I Seek a Reasonable Survey on the Concept of "Module System"

Regarding research for the design of a module system, my efforts seem to mostly conclude that the term "MODULE" means just about *anything* to *anyone*, therefore next to *nothing* ;)

To keep this message terse, just think yourself of all of the really weird terminology applied to language constructs otherwise all called "module systems" in different programming languages!!!!

I've more or less settled on Scheme's r6rs relatively simple module system, but I have low confidence that this is the right design choice. It *really* has been extremely frustrating.

Is there anything that provides some logical and/or historical overview or survey on the myriad concepts of "module system" in computer programming language design? (The major languages, the historical design "milestones" or whatever).

Comment viewing options

Select your preferred way to display the comments and click "Save settings" to activate your changes.

Best layman description

Best layman description would be available through reading Gilad Bracha's blog, B.S. and A.S. (before Sun and after Sun). He worked on the superpackages concept for Java, and ultimately left Sun during the project.

A different look at modularity is found in Constantine and Yourdon's 1975 book Structured Design. However, they use the word "structure" in that book to describe modules. Meilir Page-Jones coined the term "connascence" to describe various kinds of modularity, but this term never caught on. Probably in part because (a) nobody was really thinking of the problems he was thinking of back in the '80s and '90s (b) the name is hijacked jargon from non-software literature and is not nearly as good as "coupling" and "cohesion" (c) his basic idea was to define modularity in terms of categories that could possibly be checked by a tool and always made perfect sense from the perspective of program maintenance (i.e., "connasence of position" is a re-statement of the Stable Interposition problem), rather than tons of system design principles you had to remember (d) he published these ideas in extremely pretentiously titled books, like What Every Programmer Should Know About Object-Oriented Programming. (Note to authors: Sentences are not titles.) (e) Academics don't read crap like that

Gilad's ideas are even more general than syntax, and extends to the semantics of the entire toolchain - compiling, linking, loading. Gilad will point the way to all the stuff that came before Newspeak, since he is an academic and good about that stuff. He'll cite Scheme, etc.

I've more or less settled on Scheme's r6rs relatively simple module system, but I have low confidence that this is the right design choice.

Copying that would be an implementation choice, not a design choice. Design criteria would state what is orthogonal to what, not how you actually achieve it.
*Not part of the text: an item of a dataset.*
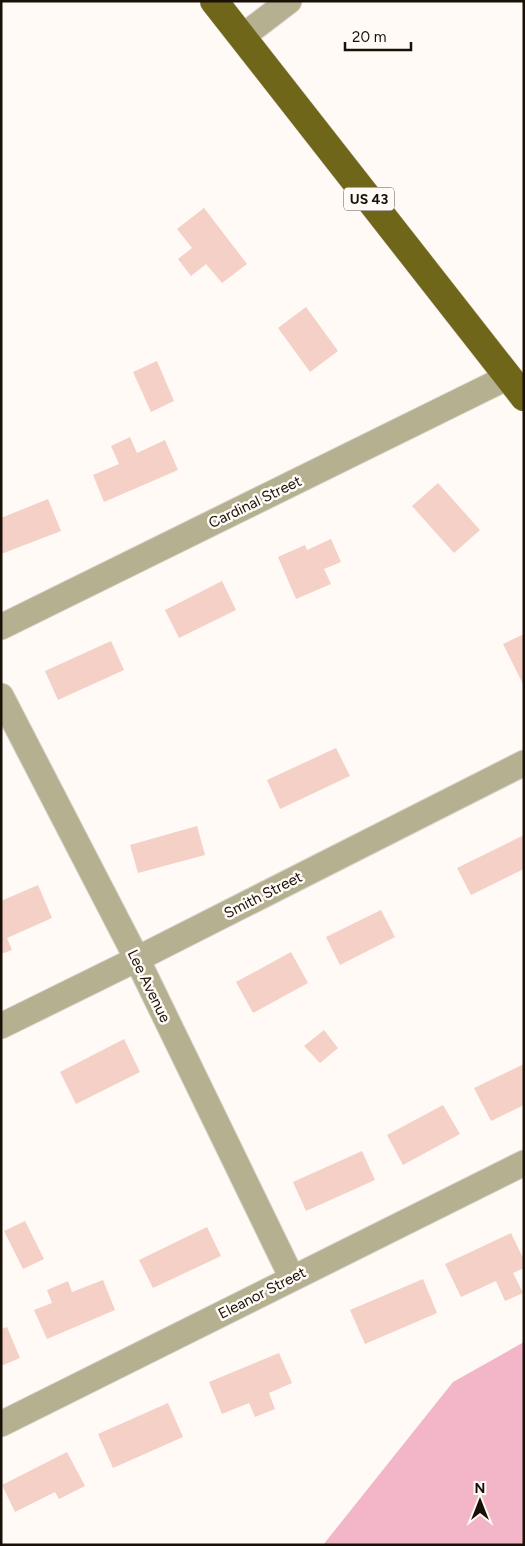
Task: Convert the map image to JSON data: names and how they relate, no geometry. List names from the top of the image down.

Taking your broader point,

Taking your broader point, I'm not sure that "What Every Programmer Should Know About Object-Oriented Programming" is a sentence.

Too big a topic

There's no such survey, and no survey like that is possible - there's just too much to survey. You can find a survey of module systems for ML-like languages in Pierce's Advanced Topics in Types and Programming Languages book. The various Java module JSRs probably provide prior art of Java module systems. You can read Matthew Flatt's 'Composable and Compilable Macros' for discussion of module systems as they relate to macros. How module systems relate to typeclasses (in all senses of relate) is yet another topic discussed in other places. Then there's lots of work on components in the SE community. Plus all kinds of work on dynamic linking, which is relevant too. Plus Modula-{1,2,3}. Plus the CL package system.

I think you get the idea.

If you're interested in module systems like the R6RS, it's based on the design in Flatt's paper, which is discussed more in Culpepper et al, 'Advanced Macrology and the Implementation of Typed Scheme'. But it's really only relevant to languages with macros.

The various Java module JSRs

The various Java module JSRs probably provide prior art of Java module systems.
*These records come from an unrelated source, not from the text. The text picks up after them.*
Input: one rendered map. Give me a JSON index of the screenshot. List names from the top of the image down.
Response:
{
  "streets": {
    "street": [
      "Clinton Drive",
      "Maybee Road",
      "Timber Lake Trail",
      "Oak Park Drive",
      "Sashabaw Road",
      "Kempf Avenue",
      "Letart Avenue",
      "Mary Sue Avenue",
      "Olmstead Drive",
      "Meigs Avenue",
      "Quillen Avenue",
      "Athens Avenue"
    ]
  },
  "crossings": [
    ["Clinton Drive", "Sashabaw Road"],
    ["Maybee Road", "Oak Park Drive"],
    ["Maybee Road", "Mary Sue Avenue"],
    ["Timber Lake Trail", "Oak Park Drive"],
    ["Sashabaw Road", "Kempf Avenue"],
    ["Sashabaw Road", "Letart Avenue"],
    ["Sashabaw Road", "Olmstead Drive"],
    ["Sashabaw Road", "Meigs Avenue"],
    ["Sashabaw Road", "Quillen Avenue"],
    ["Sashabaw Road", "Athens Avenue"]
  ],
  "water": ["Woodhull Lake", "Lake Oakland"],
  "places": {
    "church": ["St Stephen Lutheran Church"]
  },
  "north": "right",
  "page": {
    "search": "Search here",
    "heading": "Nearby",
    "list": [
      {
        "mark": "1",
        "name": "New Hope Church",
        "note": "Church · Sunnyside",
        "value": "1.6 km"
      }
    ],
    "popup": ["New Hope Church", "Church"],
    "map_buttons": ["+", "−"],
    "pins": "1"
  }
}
Not really. Only one spec is worth anything, mainly due to the fact there were some less-than-capable people handling Sun's technical lead position on the various JSRs. (This is one way of saying Scheme's standards have better review processes than Sun's Java Community Process.)

So there are two kinds of Java modules. One aimed at integrating with the VM, and thus is very PLT. Another aimed at hacking the classloader ("the usual Enterprise systems Java approach") and class configuration files (manifest file) seen by OSGi implementations... and thus is very "software engineering"-ish.

You could also checkout my

You could also checkout my OOPSLA 2001 Jiazzi paper, which is a Java version of Flatt et. al's unit module system.

Module is an overloaded term, given that their are many aspects to modularity in general. There is compile-time modularity vs. run-time modularity, as well as SE-focused modularity (focusing on deployment) vs. PL-focused modularity (focusing on separate compilation). My advice is to understand the problem that each module system is trying to solve, and classify them accordingly.

What is run-time modularity,

What is run-time modularity, vs. what is deployment in a pluggable architecture? I'm not sure I see a difference.

Run-time modularity, such as OSGi hotswapping, is concerned with zero-downtime and minimal reload time -- for upgrading of existing software. These upgrades should not even require the code to be provided by the same vendor. The only requirement should be that they satisfy the object interfaces. In OSGi parlance, the user only has to have a new bundle that replaces an old bundle with equivalent services. In theory, this can be as fine-grained as simulated a dynamic language using compile-time modules. For example, providing strong mobility would be tricky, but providing weak mobility only requires serialization of the object from old service bundle to the new bundle.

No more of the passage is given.